Data dodania: 2013-11-20
Osobami trzecimi nie mogą być podwładni posiadacza mechanicznego środka komunikacji. Za osoby trzecie nie można również uznać osób, którym posiadacz powierzył wykonanie określonych czynności.

Osobą trzecią, w rozumieniu art. 435 § 1 k.c., może być jedynie osoba, za którą posiadacz mechanicznego środka komunikacji nie ponosi odpowiedzialności. Nie może nią być zatem osoba kierująca pojazdem za wiedzą i zgodą posiadacza.
Odpowiedzialność za pracownika
W doktrynie i orzecznictwie panuje pogląd o pełnej odpowiedzialności pracodawcy za pracownika, który tym samym nie może być uznany za osobę trzecią. Sytuacja ta nie ulega zmianie nawet w przypadku, gdy pracownik samowolnie użył środka komunikacji lub działał z przekroczeniem upoważnienia. Trzeba w tym miejscu zauważyć, że na gruncie przepisów kodeksu zobowiązań ujawniła się istotna rozbieżność poglądów na ten temat.

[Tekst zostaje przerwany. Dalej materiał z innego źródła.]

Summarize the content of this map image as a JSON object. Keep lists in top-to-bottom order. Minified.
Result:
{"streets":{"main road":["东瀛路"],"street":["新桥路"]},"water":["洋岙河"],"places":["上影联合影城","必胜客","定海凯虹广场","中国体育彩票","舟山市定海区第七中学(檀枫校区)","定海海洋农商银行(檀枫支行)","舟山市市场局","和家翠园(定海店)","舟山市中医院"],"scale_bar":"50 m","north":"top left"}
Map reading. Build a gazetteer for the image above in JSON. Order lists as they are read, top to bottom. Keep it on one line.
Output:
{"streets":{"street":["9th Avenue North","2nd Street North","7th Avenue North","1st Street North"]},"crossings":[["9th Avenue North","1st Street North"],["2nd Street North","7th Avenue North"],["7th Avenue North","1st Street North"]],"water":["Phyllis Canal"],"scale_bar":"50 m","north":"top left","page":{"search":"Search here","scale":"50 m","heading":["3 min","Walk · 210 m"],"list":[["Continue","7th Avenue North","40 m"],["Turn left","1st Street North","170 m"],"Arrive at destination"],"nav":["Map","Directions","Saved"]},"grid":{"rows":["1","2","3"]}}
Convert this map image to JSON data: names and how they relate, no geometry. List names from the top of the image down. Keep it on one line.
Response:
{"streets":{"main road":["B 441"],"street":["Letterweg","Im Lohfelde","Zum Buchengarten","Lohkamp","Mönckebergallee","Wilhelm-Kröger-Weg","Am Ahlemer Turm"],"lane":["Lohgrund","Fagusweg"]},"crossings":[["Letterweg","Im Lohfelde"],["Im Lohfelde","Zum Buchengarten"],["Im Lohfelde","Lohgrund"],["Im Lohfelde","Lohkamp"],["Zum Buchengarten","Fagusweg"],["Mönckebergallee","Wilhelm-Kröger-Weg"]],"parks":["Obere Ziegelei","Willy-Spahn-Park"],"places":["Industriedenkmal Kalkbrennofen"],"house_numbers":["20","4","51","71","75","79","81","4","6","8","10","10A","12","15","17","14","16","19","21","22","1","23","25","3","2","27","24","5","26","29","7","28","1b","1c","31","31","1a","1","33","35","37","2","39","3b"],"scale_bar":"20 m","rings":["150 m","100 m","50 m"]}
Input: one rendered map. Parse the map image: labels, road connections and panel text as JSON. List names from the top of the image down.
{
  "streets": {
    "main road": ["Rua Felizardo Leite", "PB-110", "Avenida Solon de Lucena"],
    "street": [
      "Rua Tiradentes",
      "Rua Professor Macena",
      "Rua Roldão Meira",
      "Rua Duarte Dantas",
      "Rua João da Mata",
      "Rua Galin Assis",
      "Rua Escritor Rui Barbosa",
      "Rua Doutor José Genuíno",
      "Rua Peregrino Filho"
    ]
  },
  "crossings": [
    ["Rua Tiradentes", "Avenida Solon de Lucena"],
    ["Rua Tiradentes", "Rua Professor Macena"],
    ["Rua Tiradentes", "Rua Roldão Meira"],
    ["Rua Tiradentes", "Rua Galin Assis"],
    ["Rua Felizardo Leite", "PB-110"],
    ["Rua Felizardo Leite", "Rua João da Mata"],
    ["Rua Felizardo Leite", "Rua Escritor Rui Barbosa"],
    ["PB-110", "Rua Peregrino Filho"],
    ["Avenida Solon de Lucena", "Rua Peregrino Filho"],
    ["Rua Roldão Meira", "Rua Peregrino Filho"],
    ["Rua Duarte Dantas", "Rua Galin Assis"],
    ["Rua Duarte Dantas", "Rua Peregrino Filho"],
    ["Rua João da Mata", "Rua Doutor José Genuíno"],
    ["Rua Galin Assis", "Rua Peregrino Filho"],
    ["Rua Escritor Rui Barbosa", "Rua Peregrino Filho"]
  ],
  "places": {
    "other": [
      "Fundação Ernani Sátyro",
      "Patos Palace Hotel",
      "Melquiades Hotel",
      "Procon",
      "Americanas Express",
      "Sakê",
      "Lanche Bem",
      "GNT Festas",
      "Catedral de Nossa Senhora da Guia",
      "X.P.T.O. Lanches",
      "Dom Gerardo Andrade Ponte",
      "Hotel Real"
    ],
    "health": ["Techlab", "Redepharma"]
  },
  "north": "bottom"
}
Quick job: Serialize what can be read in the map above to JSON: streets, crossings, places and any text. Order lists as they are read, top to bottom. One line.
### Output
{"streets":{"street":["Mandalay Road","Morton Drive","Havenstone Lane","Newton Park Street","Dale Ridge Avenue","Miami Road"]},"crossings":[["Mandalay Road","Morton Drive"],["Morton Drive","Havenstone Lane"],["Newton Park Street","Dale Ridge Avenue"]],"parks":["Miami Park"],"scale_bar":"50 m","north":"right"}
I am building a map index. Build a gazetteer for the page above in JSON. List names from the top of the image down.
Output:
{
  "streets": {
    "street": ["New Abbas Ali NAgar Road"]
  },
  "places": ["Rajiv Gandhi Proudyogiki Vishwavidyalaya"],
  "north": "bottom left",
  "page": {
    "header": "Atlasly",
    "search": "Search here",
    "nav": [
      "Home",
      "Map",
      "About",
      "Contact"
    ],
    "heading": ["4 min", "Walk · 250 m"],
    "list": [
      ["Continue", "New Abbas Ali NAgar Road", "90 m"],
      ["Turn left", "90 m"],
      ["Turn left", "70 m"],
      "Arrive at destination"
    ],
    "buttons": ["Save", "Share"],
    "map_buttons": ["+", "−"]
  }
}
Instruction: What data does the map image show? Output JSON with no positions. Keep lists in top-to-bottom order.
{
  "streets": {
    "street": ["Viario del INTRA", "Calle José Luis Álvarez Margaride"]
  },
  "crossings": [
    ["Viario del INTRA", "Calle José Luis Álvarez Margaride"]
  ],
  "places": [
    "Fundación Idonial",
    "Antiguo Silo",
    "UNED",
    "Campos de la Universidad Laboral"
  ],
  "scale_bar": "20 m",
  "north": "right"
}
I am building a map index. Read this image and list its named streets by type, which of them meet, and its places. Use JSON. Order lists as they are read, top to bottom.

Sąd Najwyższy w orzeczeniu z dnia 20 grudnia 1950 r. ŁC. 986/50 stwierdził, że w przypadku, gdy kierowca samochodu po ukończeniu jazdy, zleconej mu jako pracownikowi, bezprawnie użył samochodu dla celów własnych, właściciel samochodu jest na podstawie § 2 art. 153 k. z. zwolniony od określonej w § 1 tego artykułu odpowiedzialności za szkodę wyrządzoną w czasie samowolnej jazdy...
Zasada ta budziła tak poważne kontrowersje, że jej przedmiot został rozpoznany przez skład całej Izby Cywilnej Sądu Najwyższego. W uchwale z dnia 29 października 1960 r. I CO 20/60 znalazła się teza, która nie jest kwestionowana również na gruncie przepisów kodeksu cywilnego: Użycie przez kierowcę do celów własnych samochodu powierzonego mu jako pracownikowi nie zwalnia właściciela samochodu od odpowiedzialności przewidzianej w art. 153 § 1 k. z.
Własnym samochodem
Zupełnie inaczej wygląda sytuacja w przypadku spowodowania wypadku przez pracownika, kierującego w drodze do pracy własnym samochodem. Pracownik, będąc samoistnym posiadaczem kierowanego przez siebie pojazdu, ponosi odpowiedzialność (w zależności od okoliczności - na zasadzie ryzyka lub winy) za szkody wyrządzone osobom trzecim ruchem pojazdu. Pracodawca w tej sytuacji nie musi dążyć do egzoneracji, ponieważ nie będąc posiadaczem pojazdu, którego ruchem szkoda została wyrządzona, nie ponosi odpowiedzialności.
Podsumowując powyższe, osobami trzecimi nie mogą być zatem podwładni posiadacza mechanicznego środka komunikacji. Za osoby trzecie nie można również uznać osób, którym posiadacz powierzył wykonanie określonych czynności. Za czyny tych osób posiadacz mechanicznego środka komunikacji odpowiada jak za własne na podstawie przepisów art. 429 i 430 k.c. Odpowiedzialność posiadacza nie jest ograniczona treścią umowy o pracę, umowy zlecenia, czy jakiejkolwiek umowy, w związku z którą kierującemu powierzono pojazd i zakresem uprawnień lub upoważnienia, które kierowca przekroczył. Kierowca, który ma w swojej dyspozycji pojazd, nad którym nadzór i opiekę powierzył mu posiadacz, jest tylko dzierżycielem, niezależnie od tego, czy używa go w granicach swoich obowiązków i uprawnień wynikających z umowy lub zgodnie z wolą (choćby domniemaną) posiadacza, czy też nie.
Samowolne użycie i przywłaszczenie
Również samowolne użycie pojazdu przez pracownika nie będącego kierowcą, a nawet przez osobę nie posiadającą uprawnień do kierowania pojazdami, nie zwalnia pracodawcy od odpowiedzialności ponoszonej na zasadzie ryzyka za szkodę wyrządzoną ruchem pojazdu przez tego pracownika. Pracownik nie jest osobą trzecią, której wyłączna wina mogłaby wyłączyć odpowiedzialność posiadacza mechanicznego środka komunikacji, a użycie przez niego pojazdu nie pozbawia posiadacza możności rozporządzania nim.
Pracownik posiadacza pojazdu nie jest osobą trzecią w rozumieniu art. 435 § 1 k.c.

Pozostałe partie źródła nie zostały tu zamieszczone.